Items listed in a dataset
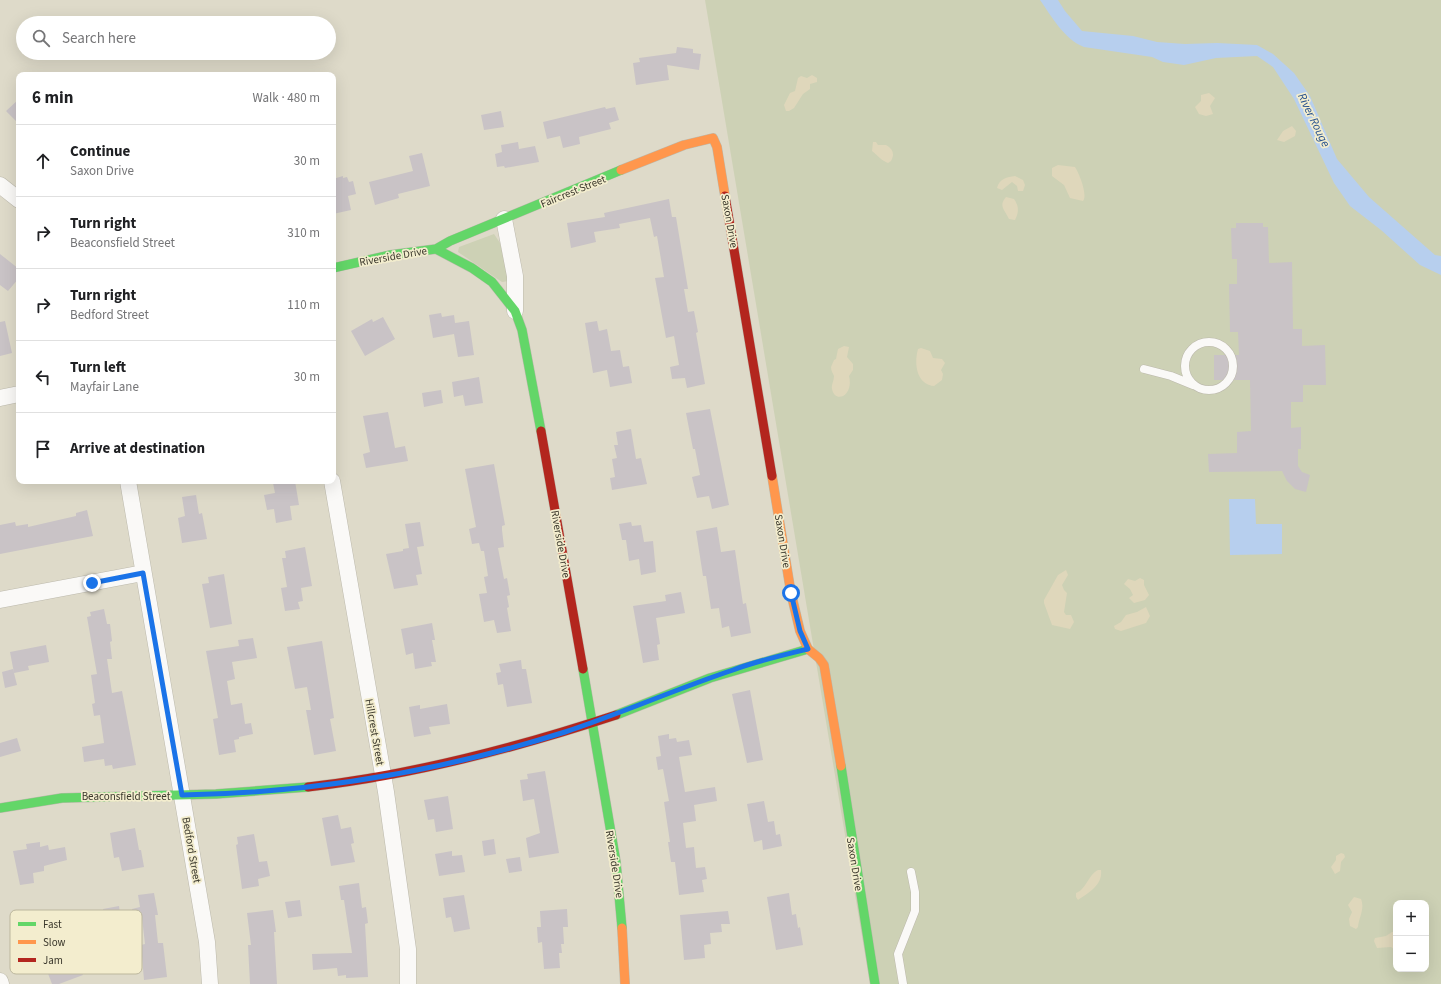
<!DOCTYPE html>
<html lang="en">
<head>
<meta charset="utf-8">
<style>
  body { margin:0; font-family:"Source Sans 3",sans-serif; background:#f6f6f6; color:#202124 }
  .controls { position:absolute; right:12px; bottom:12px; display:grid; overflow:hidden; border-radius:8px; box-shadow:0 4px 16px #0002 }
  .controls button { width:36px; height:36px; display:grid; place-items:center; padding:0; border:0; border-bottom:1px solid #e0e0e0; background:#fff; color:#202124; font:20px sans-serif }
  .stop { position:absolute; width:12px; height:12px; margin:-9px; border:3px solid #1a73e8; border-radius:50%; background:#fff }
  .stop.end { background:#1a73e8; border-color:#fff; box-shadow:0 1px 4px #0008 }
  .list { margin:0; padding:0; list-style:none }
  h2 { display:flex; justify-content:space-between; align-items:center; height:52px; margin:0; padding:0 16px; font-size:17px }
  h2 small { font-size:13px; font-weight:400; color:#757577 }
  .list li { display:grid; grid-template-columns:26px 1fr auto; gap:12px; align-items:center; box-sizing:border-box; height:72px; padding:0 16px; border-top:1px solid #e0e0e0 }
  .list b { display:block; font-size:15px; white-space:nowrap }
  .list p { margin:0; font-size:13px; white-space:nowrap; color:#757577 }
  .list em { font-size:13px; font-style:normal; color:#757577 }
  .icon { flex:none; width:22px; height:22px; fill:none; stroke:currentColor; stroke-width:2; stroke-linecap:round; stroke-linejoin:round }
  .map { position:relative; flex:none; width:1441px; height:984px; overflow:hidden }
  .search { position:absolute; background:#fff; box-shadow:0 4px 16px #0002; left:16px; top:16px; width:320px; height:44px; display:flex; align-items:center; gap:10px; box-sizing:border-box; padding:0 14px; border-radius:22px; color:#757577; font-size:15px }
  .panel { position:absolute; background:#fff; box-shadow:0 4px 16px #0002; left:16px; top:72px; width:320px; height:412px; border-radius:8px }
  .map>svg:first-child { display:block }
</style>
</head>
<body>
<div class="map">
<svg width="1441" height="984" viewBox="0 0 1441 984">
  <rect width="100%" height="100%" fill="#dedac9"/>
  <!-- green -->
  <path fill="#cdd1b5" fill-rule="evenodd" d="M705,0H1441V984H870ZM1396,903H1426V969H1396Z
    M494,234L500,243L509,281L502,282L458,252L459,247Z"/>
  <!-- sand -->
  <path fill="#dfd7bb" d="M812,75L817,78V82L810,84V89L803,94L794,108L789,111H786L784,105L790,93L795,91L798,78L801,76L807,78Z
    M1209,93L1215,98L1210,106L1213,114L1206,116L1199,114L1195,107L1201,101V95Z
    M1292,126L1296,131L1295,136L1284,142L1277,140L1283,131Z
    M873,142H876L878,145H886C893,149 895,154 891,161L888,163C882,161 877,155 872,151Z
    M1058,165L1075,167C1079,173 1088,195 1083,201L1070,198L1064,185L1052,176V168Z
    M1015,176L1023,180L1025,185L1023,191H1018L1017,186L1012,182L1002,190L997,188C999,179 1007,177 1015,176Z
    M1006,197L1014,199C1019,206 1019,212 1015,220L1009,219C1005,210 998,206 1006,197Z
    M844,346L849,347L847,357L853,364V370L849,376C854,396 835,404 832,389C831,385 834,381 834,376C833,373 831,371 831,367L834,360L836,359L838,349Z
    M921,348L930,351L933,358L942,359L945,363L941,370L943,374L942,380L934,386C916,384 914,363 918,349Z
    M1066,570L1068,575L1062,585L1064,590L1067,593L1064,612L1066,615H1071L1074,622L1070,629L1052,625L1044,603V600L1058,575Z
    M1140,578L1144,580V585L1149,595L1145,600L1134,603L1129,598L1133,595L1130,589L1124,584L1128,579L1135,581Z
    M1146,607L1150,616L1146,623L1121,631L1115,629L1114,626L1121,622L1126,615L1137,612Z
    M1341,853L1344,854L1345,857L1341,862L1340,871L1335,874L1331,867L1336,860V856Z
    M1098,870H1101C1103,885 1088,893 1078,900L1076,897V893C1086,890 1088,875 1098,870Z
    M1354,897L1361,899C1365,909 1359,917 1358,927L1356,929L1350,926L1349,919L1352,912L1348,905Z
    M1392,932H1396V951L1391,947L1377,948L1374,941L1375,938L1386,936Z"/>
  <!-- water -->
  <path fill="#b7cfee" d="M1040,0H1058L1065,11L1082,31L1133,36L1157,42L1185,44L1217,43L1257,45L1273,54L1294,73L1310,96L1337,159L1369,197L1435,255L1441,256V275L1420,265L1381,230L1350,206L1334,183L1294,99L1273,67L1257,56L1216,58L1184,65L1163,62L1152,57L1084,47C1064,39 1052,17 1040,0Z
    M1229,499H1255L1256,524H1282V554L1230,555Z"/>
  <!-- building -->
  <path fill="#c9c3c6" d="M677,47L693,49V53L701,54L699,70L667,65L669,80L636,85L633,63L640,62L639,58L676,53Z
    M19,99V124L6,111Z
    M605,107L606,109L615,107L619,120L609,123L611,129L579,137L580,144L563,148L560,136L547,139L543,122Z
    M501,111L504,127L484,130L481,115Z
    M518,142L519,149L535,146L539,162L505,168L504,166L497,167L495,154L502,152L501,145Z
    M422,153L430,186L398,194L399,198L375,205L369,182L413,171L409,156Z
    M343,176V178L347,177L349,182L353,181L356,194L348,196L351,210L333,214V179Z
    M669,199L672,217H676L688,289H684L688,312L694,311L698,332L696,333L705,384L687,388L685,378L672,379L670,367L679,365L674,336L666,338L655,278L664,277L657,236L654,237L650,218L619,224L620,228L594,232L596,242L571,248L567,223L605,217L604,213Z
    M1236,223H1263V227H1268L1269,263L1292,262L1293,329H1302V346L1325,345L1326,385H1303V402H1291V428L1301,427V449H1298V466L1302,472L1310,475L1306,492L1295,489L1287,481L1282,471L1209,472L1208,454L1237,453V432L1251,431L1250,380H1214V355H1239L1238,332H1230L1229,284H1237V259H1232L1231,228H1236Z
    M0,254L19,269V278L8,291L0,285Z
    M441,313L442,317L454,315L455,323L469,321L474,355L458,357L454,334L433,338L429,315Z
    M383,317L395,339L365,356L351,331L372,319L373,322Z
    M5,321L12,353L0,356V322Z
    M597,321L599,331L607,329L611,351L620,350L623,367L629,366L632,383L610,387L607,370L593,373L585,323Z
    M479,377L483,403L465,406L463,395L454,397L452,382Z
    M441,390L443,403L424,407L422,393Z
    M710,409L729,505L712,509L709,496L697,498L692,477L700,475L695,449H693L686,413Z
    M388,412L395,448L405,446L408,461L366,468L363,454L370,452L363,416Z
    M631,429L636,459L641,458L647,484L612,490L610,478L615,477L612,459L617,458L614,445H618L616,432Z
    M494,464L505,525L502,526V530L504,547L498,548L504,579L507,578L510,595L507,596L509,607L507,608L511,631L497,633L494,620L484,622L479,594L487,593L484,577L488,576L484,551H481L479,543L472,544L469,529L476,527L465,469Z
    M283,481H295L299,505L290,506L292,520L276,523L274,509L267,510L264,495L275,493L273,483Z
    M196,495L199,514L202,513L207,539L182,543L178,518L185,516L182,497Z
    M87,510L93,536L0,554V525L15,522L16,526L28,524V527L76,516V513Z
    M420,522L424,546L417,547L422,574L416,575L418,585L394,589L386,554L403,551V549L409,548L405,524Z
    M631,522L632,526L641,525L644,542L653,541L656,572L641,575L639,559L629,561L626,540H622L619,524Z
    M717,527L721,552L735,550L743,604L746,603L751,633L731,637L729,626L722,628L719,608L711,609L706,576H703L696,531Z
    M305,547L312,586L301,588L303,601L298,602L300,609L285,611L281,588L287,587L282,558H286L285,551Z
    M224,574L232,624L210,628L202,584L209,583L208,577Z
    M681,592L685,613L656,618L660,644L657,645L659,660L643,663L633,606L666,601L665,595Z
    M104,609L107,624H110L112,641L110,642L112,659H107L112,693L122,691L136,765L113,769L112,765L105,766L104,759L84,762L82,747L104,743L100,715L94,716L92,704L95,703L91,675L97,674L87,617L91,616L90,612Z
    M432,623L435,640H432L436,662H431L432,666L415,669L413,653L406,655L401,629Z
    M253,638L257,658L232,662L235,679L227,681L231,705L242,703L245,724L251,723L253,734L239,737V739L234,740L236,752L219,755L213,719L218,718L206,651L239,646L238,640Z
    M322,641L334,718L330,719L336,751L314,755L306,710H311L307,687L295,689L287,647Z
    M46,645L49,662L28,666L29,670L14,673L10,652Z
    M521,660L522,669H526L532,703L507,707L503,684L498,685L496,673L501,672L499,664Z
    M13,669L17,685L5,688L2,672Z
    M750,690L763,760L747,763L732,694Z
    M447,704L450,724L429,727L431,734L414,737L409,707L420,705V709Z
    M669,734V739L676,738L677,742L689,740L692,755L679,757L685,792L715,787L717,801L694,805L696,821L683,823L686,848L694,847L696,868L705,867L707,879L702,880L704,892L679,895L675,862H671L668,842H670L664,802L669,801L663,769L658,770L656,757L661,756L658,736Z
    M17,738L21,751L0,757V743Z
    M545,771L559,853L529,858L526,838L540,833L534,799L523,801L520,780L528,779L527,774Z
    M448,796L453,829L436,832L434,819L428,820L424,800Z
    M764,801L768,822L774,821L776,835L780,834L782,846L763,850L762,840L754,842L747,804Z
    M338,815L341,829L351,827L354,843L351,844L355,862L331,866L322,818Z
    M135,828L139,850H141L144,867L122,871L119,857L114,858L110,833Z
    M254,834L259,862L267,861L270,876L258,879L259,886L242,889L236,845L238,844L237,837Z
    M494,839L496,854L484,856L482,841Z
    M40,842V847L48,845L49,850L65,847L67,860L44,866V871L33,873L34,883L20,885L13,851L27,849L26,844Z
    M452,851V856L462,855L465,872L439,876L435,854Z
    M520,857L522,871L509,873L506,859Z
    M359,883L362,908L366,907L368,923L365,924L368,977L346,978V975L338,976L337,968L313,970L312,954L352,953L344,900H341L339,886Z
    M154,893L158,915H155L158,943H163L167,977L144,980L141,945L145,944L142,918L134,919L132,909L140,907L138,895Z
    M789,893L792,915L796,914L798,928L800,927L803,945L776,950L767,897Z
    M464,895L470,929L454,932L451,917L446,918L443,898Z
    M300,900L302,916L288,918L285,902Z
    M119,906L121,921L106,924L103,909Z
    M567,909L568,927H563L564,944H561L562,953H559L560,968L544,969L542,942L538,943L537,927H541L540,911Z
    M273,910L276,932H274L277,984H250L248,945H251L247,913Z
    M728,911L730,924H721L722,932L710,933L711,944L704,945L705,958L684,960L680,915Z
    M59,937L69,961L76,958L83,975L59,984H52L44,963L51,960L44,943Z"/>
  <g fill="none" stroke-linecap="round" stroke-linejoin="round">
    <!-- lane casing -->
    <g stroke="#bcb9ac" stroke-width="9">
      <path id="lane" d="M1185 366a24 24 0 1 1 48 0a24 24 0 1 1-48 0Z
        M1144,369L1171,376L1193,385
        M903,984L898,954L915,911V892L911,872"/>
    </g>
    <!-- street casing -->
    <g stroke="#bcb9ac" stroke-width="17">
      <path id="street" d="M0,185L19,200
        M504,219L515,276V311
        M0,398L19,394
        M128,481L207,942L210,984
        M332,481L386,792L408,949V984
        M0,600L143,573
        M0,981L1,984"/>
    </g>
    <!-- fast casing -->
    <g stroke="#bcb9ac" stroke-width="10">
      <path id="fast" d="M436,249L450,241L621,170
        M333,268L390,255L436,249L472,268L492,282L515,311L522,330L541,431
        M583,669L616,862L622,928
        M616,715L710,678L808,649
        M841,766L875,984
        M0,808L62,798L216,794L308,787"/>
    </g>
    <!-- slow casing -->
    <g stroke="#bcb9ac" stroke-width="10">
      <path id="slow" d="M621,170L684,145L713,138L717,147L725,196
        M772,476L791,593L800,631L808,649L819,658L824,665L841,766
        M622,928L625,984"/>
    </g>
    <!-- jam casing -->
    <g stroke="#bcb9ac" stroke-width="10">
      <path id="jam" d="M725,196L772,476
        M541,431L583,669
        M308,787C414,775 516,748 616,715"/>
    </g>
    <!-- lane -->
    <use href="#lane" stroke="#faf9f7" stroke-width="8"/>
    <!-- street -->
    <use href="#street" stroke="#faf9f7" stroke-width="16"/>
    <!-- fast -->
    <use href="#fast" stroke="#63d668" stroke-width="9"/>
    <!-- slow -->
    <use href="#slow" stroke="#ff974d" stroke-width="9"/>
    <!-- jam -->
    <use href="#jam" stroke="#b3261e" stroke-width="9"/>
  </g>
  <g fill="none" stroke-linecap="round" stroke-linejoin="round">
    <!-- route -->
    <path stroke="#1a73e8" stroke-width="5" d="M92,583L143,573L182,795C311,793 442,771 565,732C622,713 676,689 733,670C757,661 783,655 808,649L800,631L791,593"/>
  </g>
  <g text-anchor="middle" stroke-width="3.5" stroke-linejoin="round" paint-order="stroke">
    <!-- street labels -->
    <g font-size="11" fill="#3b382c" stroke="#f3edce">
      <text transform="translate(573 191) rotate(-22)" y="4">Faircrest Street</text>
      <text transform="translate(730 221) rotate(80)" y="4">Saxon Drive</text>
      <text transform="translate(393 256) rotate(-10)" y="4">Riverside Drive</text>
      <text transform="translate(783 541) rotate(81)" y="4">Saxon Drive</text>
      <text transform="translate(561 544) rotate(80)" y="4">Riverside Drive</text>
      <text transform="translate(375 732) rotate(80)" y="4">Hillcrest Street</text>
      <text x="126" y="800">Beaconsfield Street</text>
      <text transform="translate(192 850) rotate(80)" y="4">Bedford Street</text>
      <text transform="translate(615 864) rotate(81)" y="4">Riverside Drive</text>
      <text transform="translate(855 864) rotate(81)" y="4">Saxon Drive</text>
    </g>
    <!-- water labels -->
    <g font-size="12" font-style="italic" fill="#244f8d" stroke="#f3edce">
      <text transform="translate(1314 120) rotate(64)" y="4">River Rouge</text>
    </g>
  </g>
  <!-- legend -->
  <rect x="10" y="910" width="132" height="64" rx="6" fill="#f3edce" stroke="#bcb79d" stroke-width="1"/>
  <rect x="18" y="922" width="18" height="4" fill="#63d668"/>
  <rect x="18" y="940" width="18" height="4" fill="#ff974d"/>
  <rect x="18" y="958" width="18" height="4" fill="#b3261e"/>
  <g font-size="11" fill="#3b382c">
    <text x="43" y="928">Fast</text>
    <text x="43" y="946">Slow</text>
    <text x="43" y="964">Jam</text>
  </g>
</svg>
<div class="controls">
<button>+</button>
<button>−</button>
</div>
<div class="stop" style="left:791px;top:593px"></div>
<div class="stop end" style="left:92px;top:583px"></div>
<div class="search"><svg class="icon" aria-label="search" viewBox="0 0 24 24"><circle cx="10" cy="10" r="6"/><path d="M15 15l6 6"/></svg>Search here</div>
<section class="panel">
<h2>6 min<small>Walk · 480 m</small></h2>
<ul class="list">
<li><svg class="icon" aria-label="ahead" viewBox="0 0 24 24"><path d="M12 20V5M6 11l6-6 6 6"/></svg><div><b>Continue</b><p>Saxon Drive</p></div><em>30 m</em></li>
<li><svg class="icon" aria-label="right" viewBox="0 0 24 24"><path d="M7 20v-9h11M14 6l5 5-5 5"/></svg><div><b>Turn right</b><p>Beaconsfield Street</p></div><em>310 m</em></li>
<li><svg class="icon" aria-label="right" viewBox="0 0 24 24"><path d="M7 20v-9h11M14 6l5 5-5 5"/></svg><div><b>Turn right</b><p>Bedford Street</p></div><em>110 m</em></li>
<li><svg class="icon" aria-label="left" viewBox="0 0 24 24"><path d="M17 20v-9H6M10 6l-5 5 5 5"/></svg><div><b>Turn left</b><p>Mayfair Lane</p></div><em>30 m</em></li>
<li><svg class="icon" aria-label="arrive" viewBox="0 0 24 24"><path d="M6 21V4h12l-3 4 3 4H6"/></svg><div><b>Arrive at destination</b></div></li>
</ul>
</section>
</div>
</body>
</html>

### EXERCISE OBJECTIVE
Where a line of the data contains "nowrap", copy that line.

### SOLUTION TO THIS PROBLEM
  .list b { display:block; font-size:15px; white-space:nowrap }
  .list p { margin:0; font-size:13px; white-space:nowrap; color:#757577 }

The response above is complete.